I’m not slamming alternate ways to the Divine. My mother did astrological charts at flea markets to pay for groceries when we were growing up. I always thought it was cool—and still do. I wanted to be a witch when I was 16 years old, and regularly visited the occult supply store in north Cambridge—but I realized, not long after, that that power and connection I really craved was from God, who dwells within and without, and yes, sometimes even in churches.
I went to a newish AA meeting at our church the other night, to support some of my parishioners, and to see what it was all about. We went around the circle reading from the Big Book and, providentially (there are no coincidences!) this was my portion to read:
“We, who have traveled this dubious path, beg you to lay aside prejudice, even against organized religion. We have learned that whatever the human frailties of various faiths may be, those faiths have given purpose and direction to millions.

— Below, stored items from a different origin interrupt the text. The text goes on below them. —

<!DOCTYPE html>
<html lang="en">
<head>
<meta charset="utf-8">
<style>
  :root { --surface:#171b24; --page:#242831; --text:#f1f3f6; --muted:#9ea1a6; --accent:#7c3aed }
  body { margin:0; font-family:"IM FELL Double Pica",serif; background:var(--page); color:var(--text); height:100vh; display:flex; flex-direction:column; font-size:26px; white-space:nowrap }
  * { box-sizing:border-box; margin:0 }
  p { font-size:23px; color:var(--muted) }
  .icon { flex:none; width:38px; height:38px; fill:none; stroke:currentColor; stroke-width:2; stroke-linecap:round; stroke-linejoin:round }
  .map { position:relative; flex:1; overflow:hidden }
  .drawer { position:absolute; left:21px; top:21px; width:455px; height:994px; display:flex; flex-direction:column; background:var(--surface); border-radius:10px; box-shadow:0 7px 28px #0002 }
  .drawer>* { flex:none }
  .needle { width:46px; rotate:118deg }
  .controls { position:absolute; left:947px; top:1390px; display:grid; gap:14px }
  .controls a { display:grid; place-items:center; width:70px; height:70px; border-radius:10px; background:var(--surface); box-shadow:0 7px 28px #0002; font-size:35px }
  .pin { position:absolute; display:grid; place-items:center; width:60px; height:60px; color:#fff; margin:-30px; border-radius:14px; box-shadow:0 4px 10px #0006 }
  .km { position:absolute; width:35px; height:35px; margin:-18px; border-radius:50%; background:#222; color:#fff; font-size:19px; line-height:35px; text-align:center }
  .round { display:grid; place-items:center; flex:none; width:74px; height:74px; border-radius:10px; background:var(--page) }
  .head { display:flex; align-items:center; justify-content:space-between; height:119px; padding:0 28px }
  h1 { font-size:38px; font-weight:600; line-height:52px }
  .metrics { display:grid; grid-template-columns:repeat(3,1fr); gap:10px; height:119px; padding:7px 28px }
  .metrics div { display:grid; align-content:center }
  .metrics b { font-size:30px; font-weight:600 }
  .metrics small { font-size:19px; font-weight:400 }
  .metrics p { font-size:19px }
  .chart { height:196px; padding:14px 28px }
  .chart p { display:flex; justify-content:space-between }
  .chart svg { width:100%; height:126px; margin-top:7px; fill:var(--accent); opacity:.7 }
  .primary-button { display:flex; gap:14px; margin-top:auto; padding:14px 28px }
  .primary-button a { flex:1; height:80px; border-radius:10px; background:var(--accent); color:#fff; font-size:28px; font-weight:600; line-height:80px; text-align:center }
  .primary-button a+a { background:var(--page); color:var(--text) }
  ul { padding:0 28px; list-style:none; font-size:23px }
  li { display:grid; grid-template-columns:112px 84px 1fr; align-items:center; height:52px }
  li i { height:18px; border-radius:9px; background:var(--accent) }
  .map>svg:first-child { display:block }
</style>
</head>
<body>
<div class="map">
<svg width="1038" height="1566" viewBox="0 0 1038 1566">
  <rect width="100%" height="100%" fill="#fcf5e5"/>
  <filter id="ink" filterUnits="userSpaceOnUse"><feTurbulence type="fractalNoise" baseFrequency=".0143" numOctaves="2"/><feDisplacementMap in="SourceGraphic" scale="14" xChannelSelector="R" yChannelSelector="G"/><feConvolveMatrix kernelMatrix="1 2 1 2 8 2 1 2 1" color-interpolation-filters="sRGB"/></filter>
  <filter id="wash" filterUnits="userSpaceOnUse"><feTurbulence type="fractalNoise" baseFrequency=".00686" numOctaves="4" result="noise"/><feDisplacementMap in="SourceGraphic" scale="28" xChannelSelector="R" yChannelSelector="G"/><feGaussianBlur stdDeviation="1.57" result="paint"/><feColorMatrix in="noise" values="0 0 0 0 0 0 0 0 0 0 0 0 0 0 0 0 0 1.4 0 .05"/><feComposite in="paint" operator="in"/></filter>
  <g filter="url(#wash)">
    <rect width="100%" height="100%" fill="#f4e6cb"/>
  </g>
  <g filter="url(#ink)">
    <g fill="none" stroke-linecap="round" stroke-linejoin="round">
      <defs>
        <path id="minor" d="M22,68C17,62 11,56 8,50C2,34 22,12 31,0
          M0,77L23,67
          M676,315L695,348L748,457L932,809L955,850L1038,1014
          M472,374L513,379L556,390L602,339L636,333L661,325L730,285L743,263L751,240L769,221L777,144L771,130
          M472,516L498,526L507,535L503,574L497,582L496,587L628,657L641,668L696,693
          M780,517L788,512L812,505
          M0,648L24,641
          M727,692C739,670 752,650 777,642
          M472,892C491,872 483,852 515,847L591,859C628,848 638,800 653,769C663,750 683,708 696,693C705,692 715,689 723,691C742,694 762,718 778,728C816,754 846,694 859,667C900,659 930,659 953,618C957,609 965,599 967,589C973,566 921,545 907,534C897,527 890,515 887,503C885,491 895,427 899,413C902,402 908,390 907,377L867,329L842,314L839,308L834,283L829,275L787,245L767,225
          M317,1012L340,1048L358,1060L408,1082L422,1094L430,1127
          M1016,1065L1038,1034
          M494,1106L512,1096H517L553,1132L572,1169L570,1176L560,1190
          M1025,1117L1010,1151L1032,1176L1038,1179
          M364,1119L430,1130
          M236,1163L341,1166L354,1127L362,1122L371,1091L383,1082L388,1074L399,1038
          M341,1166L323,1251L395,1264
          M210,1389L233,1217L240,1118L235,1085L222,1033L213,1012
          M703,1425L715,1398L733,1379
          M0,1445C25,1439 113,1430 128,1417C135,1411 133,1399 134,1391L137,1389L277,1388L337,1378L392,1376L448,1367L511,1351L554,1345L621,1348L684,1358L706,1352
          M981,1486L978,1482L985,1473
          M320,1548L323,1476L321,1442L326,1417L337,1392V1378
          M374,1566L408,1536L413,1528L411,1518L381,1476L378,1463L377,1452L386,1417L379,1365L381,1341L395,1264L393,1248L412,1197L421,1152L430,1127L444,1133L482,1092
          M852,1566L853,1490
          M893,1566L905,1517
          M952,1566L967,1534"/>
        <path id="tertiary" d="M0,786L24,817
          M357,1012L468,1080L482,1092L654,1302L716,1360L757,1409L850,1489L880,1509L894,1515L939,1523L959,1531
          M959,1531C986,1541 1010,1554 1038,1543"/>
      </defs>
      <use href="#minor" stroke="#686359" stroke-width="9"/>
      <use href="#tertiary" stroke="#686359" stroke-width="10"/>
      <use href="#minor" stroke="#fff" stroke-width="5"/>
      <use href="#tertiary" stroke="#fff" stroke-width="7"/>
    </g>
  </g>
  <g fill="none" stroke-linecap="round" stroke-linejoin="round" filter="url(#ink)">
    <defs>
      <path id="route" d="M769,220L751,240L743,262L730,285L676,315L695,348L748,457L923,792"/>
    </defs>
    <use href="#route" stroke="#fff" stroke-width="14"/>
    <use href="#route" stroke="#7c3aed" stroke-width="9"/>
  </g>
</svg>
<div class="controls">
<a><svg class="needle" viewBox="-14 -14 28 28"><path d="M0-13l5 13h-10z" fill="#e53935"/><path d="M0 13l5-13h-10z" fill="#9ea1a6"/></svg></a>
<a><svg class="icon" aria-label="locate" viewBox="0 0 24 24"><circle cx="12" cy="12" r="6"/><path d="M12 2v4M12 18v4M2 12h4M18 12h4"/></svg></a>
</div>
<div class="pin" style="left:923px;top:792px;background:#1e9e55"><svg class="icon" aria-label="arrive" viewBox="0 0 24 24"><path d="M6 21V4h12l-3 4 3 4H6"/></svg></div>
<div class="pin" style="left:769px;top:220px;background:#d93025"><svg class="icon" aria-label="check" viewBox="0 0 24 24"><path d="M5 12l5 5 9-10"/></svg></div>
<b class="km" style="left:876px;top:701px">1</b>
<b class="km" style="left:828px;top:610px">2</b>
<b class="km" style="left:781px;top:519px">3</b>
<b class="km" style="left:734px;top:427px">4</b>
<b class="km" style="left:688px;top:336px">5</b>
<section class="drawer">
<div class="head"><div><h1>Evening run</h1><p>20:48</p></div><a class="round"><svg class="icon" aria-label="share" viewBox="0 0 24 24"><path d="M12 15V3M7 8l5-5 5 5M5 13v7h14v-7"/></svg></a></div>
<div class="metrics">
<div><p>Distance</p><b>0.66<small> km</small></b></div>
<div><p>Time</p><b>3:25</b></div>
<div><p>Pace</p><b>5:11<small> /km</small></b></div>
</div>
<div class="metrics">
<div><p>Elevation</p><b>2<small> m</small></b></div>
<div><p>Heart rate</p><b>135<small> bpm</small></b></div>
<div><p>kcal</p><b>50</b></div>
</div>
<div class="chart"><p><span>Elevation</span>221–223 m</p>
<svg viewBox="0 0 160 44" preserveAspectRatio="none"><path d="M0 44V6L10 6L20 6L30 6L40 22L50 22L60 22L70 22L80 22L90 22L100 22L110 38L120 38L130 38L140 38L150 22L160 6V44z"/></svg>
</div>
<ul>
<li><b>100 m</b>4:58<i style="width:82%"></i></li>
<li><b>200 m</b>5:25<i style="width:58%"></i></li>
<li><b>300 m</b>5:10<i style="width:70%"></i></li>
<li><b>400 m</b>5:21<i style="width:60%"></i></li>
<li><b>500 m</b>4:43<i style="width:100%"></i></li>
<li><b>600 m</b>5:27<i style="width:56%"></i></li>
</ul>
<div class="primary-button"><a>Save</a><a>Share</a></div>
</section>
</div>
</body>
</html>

“People of faith have a logical idea of what life is all about. Actually, we used to have no reasonable conception whatever. We used to amuse ourselves by cynically dissecting spiritual beliefs and practices when we might have observed that many spiritually-minded persons of all races, colors and creeds were demonstrating a degree of stability, happiness and usefulness we should have sought ourselves.”
In the meeting, one of the guys quoted the Big Book and said, “We’re asked to give God a fair hearing. I finally decided—I’ve given everything else a fair hearing—why not God?”
~
Here we are at church, making a little magic—without potions. All we needed was a capital campaign, a lot of balloons, and some sweet sweet children—always easy marks when helium is involved. I love these people! The face of God, every week.



Yes, my hair is looking really cute. Thank you for saying so.